Discrimination between scattering and absorption inhomogeneities using time-resolved transmittance imaging

An effective projection imaging technique is proposed that allows the detection of realistic optical inhomogeneities in highly diffusive media and the discrimination between scattering and absorption contributions. The method is based on information derived from time-resolved transmittance measurements. Scattering inhomogeneities are discriminated using maps of the transport scattering coefficient, as provided by best fitting of the diffusion theory to experimental data. Absorption variations are effectively classified by time-gating on the tail of the transmittance pulse.
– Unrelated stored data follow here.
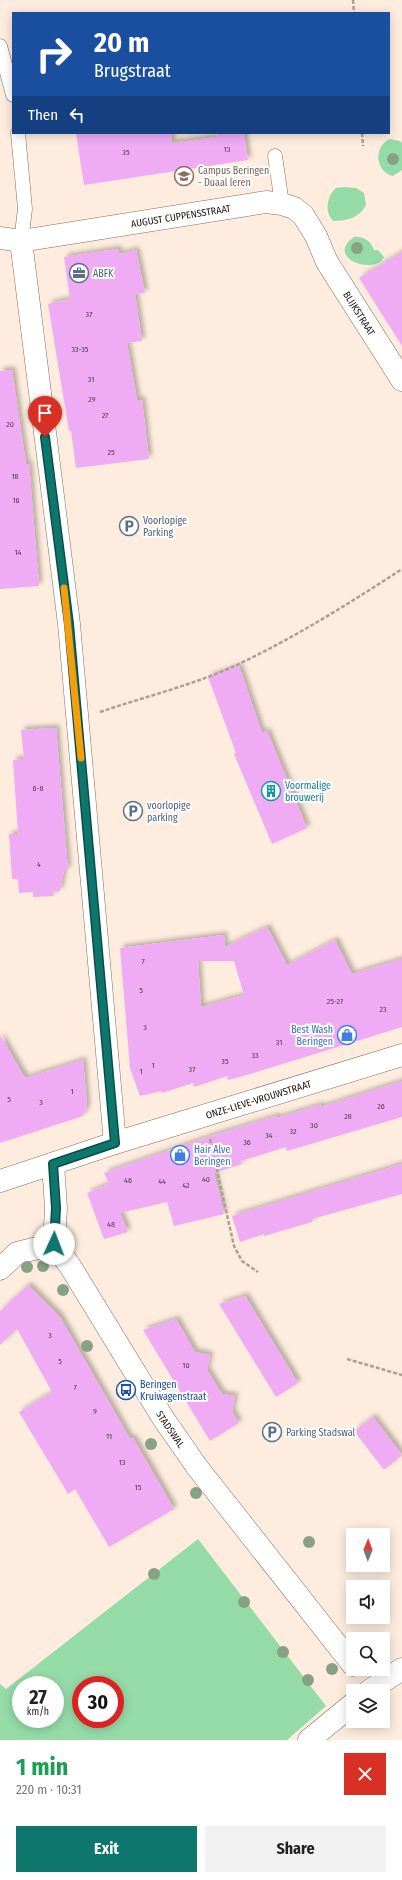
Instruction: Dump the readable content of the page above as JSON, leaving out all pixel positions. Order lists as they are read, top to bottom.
{
  "streets": {
    "street": [
      "AUGUST CUPPENSSTRAAT",
      "BLIJKSTRAAT",
      "ONZE-LIEVE-VROUWSTRAAT",
      "STADSWAL"
    ]
  },
  "crossings": [
    ["AUGUST CUPPENSSTRAAT", "BLIJKSTRAAT"]
  ],
  "places": {
    "school or university": ["Campus Beringen - Duaal leren"],
    "office": ["ABFK"],
    "parking": ["Voorlopige Parking", "voorlopige parking", "Parking Stadswal"],
    "building": ["Voormalige brouwerij"],
    "shop": ["Best Wash Beringen", "Hair Alve Beringen"],
    "bus stop": ["Beringen Kruiwagenstraat"]
  },
  "house_numbers": [
    "13",
    "35",
    "37",
    "33-35",
    "31",
    "29",
    "27",
    "20",
    "25",
    "18",
    "16",
    "14",
    "6-8",
    "4",
    "7",
    "5",
    "25-27",
    "23",
    "3",
    "31",
    "33",
    "35",
    "1",
    "37",
    "1",
    "1",
    "5",
    "3",
    "26",
    "28",
    "30",
    "32",
    "34",
    "36",
    "40",
    "46",
    "44",
    "42",
    "48",
    "3",
    "5",
    "10",
    "7",
    "9",
    "11",
    "13",
    "15"
  ],
  "north": "top",
  "page": {
    "turn": ["20 m", "Brugstraat"],
    "then": "Then",
    "speed": "27 km/h",
    "limit": "30",
    "heading": ["1 min", "220 m · 10:31"],
    "buttons": ["Exit", "Share"]
  }
}
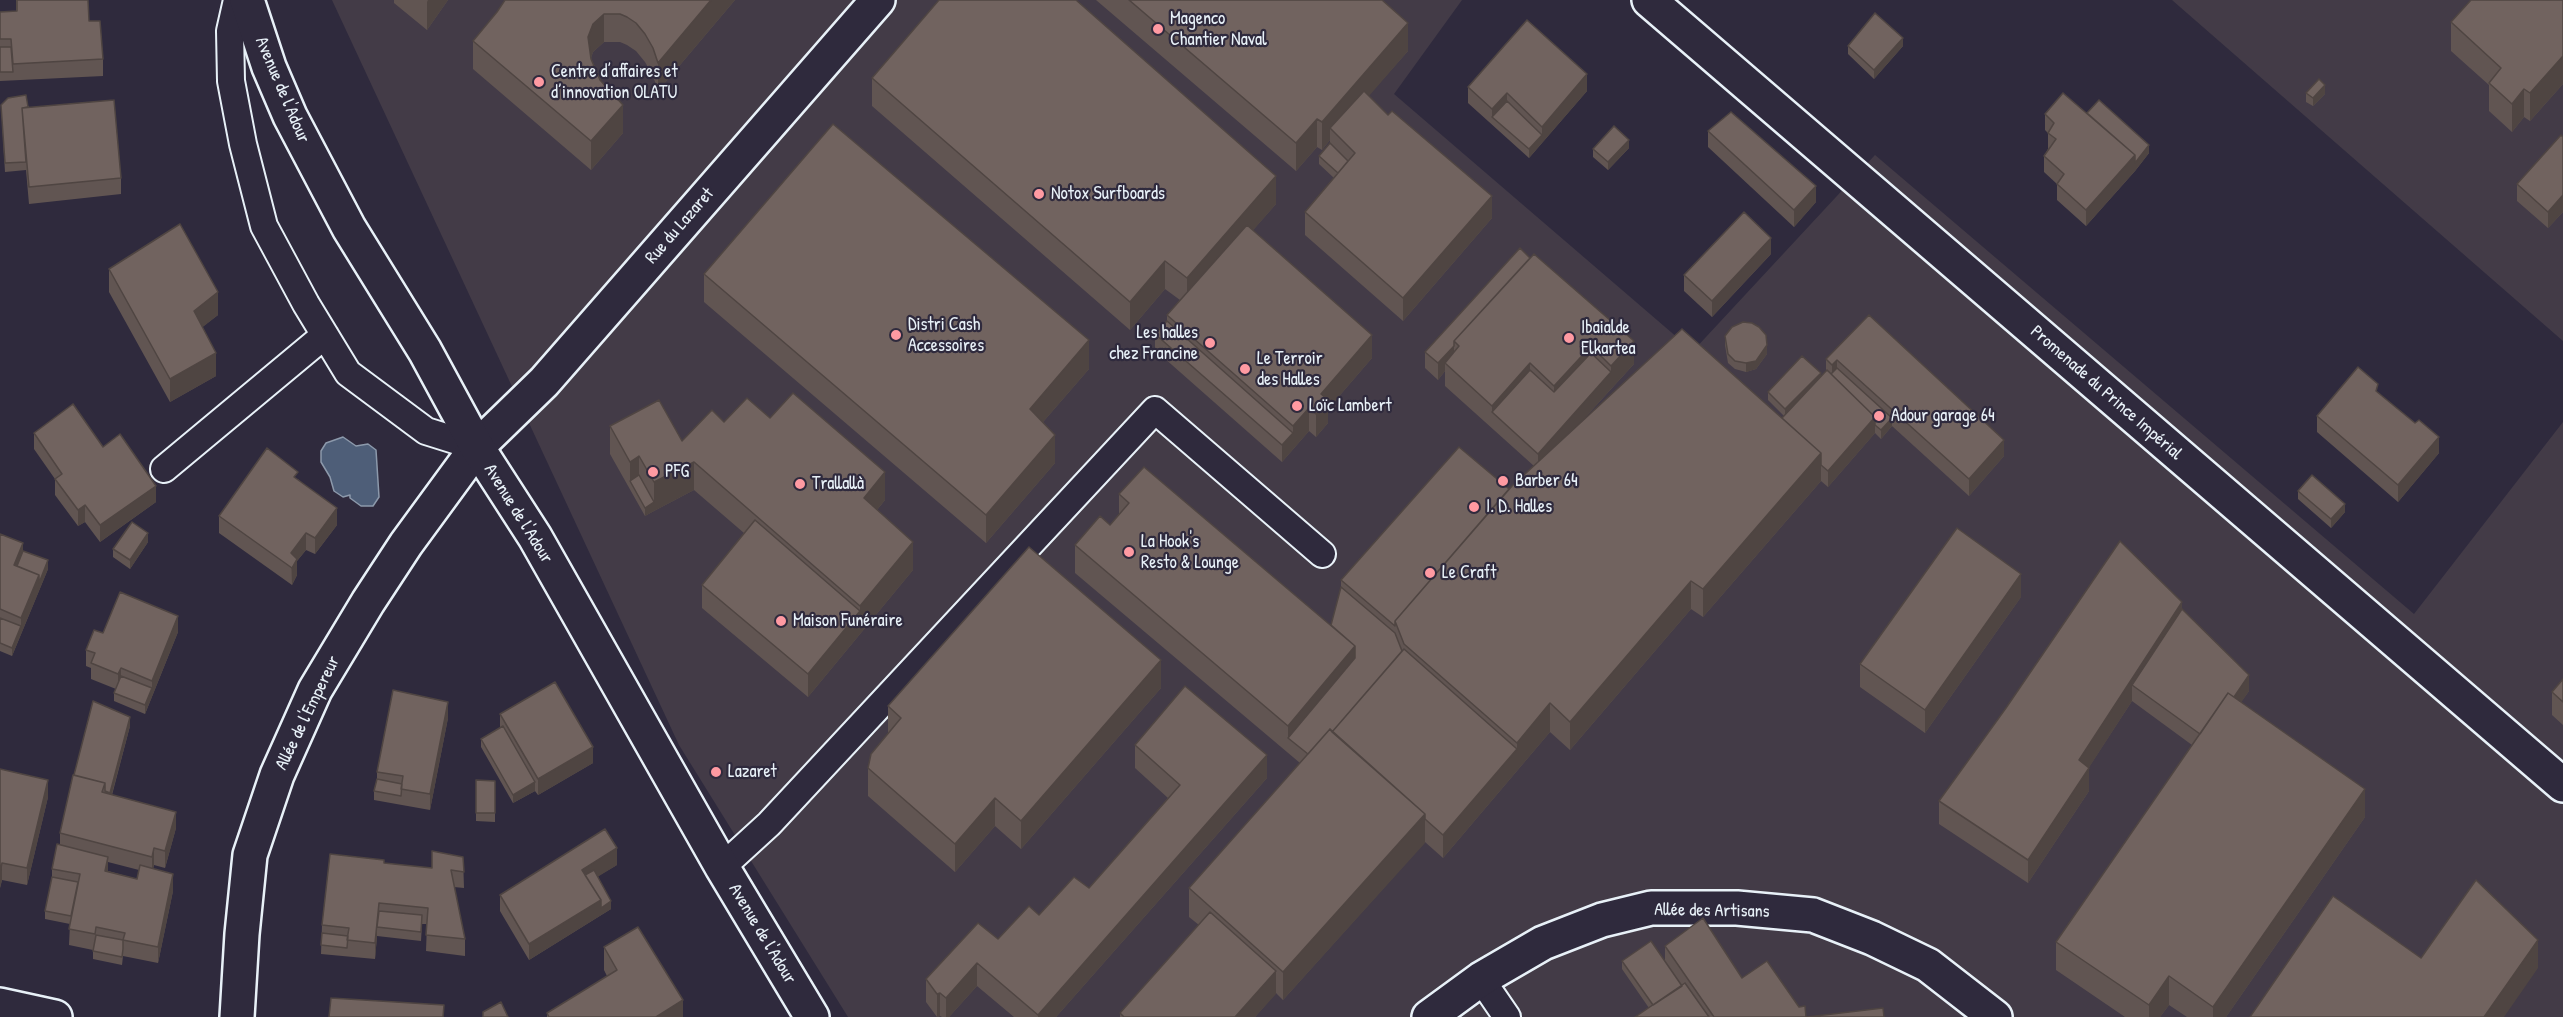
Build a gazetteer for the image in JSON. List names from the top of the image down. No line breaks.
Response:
{"streets":{"street":["Avenue de l'Adour","Rue du Lazaret","Promenade du Prince Impérial","Allée de l'Empereur","Allée des Artisans"]},"crossings":[["Avenue de l'Adour","Rue du Lazaret"],["Avenue de l'Adour","Allée de l'Empereur"],["Rue du Lazaret","Allée de l'Empereur"]],"places":["Magenco Chantier Naval","Centre d’affaires et d’innovation OLATU","Notox Surfboards","Distri Cash Accessoires","Ibaialde Elkartea","Les halles chez Francine","Le Terroir des Halles","Loïc Lambert","Adour garage 64","PFG","Barber 64","Trallallà","I. D. Halles","La Hook's Resto & Lounge","Le Craft","Maison Funéraire","Lazaret"]}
Images were constructed from matrices of time-resolved transmittance measurements performed with a mode-locked dye laser and an electronic chain for time-correlated single photon counting. Data were collected from realistic tissue phantoms containing cylindrical inhomogeneities (1-cm height and 1-cm diameter) embedded in a 5 cm thick turbid slab. The optical coefficients of the inclusions were varied separately ((mu) s' equals 5 divided by 20 cm-1 and (mu) a equals 0.025 divided by 0.4 cm-1) with respect to the background values ((mu) s ' equals 10 cm-1 and (mu) a equals 0.1 cm-1). The overall acquisition time was less than 15 min. In all the experimental conditions considered, the method discriminated efficiently the scattering from the absorption contribution when either of the coefficients or both of them were inhomogeneous.